Piotr Orlov: Harvey Pekar's American Splendor comics: "Somewhat diary-like, but also containing short, on-the-fly, philosophic nuggets."

Jordan Davis: "The daily expository theme, as instituted at Harvard in the 1830s then carried over to all the institutions with Harvard-envy over the next few decades. The record on this is The Elephants Teach, a history of creative writing in America. Also, Senator Graham's lists."

Clint Newman: "Photographer Walker Evans was a compulsive list-maker. Simple personal poetry. I think some are compiled in Unclassified, some sort of collection of his writing. (He translated Baudelaire and other French writers). Here's a decent overview."

Peter Culley sent two quotes with a framing note: "The formal accumulation of fragments a blog represents becomes interesting over time not only at the immediate level of narrative, image, or designation, but for the resonances it creates. The way in your blog, for example, that the record of your listening builds against the ground of your looking. The way the space between Jordan's blogs becomes an experienced entity."

The quotes:

"The open limit is a designation that I walk through in a kind of network looking for a site. And then I select the site. There's no criteria; just how the material hits my psyche when I'm scanning it. But it's a kind of low level scanning, almost unconscious.
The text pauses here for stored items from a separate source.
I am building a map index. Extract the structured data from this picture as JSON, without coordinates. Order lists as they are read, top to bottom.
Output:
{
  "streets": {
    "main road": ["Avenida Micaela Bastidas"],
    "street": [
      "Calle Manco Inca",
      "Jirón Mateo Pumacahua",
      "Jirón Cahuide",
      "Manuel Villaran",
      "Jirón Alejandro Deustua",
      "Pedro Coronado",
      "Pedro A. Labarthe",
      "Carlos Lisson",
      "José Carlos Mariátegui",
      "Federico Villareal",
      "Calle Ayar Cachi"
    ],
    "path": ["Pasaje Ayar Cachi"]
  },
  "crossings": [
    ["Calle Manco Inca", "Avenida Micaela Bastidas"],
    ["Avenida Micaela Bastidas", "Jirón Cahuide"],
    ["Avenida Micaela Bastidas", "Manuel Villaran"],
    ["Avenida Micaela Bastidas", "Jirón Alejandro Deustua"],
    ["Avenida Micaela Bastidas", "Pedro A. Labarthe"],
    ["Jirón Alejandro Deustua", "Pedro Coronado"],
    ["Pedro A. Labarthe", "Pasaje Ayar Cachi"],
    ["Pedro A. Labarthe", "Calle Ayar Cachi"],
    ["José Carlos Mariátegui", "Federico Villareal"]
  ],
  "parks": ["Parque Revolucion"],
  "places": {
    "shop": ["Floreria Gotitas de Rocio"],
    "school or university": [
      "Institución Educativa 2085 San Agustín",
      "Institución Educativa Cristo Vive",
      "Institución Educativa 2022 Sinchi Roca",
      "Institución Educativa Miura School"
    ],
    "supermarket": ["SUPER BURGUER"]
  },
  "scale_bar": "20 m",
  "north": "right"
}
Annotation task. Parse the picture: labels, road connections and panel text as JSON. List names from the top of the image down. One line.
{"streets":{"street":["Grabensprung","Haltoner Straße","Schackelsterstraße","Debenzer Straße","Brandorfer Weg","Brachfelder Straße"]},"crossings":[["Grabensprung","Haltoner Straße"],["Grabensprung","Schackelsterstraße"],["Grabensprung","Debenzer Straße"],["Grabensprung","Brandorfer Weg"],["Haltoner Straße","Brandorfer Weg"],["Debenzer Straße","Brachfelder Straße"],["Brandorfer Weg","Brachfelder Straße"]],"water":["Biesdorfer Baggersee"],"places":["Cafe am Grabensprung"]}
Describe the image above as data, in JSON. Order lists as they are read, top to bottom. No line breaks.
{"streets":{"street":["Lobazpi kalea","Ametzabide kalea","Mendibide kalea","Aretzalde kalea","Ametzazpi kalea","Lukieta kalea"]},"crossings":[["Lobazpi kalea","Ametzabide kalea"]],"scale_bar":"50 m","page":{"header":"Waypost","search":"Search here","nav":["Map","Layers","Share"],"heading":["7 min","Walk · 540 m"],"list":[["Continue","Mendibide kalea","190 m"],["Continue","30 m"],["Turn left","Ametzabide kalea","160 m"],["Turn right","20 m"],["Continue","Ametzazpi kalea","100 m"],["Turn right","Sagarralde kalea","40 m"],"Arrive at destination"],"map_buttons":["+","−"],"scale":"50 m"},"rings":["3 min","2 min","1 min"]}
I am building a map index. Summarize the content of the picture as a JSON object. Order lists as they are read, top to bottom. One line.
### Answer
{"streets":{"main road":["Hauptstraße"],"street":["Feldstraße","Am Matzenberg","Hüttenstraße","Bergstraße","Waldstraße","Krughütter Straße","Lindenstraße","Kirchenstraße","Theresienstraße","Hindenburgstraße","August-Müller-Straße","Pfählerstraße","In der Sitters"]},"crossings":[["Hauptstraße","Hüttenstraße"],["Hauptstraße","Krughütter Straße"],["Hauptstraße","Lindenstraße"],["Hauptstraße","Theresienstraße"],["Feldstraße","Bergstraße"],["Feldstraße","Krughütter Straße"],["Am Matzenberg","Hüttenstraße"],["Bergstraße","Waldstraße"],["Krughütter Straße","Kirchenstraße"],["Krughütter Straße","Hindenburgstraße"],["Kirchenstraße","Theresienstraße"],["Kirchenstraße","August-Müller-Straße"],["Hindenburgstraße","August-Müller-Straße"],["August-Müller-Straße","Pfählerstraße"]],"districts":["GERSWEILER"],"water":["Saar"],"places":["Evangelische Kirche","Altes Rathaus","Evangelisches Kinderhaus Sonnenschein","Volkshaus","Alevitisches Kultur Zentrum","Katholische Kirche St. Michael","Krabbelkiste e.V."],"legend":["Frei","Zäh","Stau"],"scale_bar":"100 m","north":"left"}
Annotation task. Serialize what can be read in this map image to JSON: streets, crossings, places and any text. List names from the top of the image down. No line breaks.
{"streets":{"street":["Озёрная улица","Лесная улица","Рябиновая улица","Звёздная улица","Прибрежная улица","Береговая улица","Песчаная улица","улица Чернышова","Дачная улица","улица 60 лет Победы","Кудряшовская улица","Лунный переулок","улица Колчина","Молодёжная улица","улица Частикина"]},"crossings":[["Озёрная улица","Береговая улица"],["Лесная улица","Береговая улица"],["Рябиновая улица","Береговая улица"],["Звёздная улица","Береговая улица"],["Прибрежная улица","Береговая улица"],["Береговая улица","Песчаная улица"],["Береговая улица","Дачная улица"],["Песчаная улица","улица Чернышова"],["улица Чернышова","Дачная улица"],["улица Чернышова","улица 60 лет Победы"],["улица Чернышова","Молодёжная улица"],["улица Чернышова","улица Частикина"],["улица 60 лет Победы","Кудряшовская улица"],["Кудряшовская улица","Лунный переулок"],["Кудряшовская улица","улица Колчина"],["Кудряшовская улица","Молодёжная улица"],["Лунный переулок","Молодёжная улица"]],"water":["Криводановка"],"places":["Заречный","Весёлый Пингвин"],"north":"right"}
When you select, it's fixed so that randomness is then determined. It's determined in uncertainty. At the same time, the fringes or boundaries of the designation are always open." — Robert Smithson

"Zeppelins float in the darkness beneath ancient cosmological maps; the entire anachronistic discordia concors is dedicated to finding the most startling relationships between images that are worlds apart. The Atlas proposes an art of the in-between, what Warburg called the 'iconology of the interval'. God, he famously declared, resides in the details; the inhuman presence that hovers in the darkness between these images is, says the philosopher Giorgio Agamben, 'the dark demon of an unnamed science whose contours we are only today beginning to glimpse'. " — from Brian Dillon on Aby Warburg's Mnemosyne Atlas."

Sean Carman:

"Robert Musil's The Man Without Qualities might also fit. It's a sprawling novel without anything resembling a constructed plot, but on every page is a brilliant observation about human behavior reflected in the manners of pre-WWI Viennese society. It was smuggled out of Germany and then passed around for decades before it was published. That makes it sort of blog-like. It was published in Germany decades later, and was only recently translated into English. [Ed.: This translation from 1953 was the first.] Check out this appreciation written by, of all people, Harvey Pekar."

And looking into the black hole of the present moment, Keith Harris: "In my darker moments, I think blogging has turned us into a nation of Larry Kings."